* EXERCISE BRIEF
Please copy each line below that contains the string "Moschee".

* INFORMATION GIVEN

┌──

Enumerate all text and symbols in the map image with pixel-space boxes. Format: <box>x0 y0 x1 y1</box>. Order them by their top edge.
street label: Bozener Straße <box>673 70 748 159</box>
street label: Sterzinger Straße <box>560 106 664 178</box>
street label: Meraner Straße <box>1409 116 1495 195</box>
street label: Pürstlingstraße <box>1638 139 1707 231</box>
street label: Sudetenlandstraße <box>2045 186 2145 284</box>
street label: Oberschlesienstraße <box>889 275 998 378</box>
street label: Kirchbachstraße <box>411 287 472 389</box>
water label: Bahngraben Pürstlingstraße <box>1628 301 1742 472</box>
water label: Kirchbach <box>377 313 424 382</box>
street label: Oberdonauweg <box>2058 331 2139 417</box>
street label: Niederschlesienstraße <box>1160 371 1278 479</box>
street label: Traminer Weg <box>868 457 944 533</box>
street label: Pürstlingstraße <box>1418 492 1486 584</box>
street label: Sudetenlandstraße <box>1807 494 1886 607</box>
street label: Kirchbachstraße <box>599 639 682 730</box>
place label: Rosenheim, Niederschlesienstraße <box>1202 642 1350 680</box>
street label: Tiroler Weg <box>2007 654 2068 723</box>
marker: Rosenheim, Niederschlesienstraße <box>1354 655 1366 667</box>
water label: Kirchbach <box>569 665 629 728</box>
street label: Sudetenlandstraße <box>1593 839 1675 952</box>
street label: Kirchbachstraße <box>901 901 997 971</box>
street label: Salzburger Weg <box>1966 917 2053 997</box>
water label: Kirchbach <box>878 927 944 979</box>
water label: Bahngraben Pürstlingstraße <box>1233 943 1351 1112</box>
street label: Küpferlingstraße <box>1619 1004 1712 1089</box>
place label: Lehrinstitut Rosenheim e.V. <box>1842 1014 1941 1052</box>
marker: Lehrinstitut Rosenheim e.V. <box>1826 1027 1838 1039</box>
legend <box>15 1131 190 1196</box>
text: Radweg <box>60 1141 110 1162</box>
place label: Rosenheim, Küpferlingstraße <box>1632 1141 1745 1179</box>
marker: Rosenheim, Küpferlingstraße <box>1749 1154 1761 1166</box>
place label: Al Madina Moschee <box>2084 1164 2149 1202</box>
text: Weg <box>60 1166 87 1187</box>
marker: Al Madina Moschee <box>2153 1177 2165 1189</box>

└──

* WRITTEN REPLY
place label: Al Madina Moschee <box>2084 1164 2149 1202</box>
marker: Al Madina Moschee <box>2153 1177 2165 1189</box>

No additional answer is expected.